Londres, Londres, Londres y siempre Londres

Habría que ir a Londres cada año y varias veces. Por muchas razones, pero sobre todo porque sí.

Para ver, aprender, disfrutar o quejarse del frío, de la lluvia, de la falta de luz, de la mala fama (flema y comida) de sus sajones de pura cepa y cómo miran al resto del mundo desde la distante atalaya a la que llaman Albión. Pero se debería ir, estar allí, vivir allí un tiempo. Pisar sus calles y meterse por sus rincones, que te envuelvan la niebla y la humedad de su habitual gris. 

1991

Mes de julio. Fue la primera vez que pisé Londres en mi primer viaje al Reino Unido, con esa beca estudiantil que te conceden del típico mes para practicar inglés y convivir con una familia. A mí me tocó ir a Bournemouth, un Benidorm en el suroeste de Inglaterra, en el condado de Dorset, y punta más occidental del triángulo que forman Southampton y Portsmouth con la isla de Wight. 

Cerca, la magia de Stonehenge al lado de Salisbury, con su espectacular catedral gótica. Y también Winchester, el Camelot del rey Arturo con su tabla redonda.

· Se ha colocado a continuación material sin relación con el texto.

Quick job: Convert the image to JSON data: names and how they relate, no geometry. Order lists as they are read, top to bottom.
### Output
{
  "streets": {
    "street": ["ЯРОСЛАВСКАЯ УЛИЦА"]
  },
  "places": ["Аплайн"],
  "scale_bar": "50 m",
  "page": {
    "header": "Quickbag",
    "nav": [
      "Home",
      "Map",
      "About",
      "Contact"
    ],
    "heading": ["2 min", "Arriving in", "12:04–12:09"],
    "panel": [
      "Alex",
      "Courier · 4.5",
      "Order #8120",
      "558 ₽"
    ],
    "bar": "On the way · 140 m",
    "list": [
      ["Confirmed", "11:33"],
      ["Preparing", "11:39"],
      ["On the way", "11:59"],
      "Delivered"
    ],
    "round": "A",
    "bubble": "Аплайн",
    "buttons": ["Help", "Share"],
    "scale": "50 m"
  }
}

Una familia estupenda con cinco gatos siameses como anfitriones, buenas amistades, la juventud y la fascinación por todo alrededor. 

A dos horas al noreste, Londres, a donde te llevan de excursión. El primer suelo que pisas es el de alrededor de la abadía de Westminster. Entonces la fascinación y la admiración se multiplican y se quedan ya en el corazón. 
Esta ciudad es fabulosa y me va a gustar ya siempre. Fue simplemente así.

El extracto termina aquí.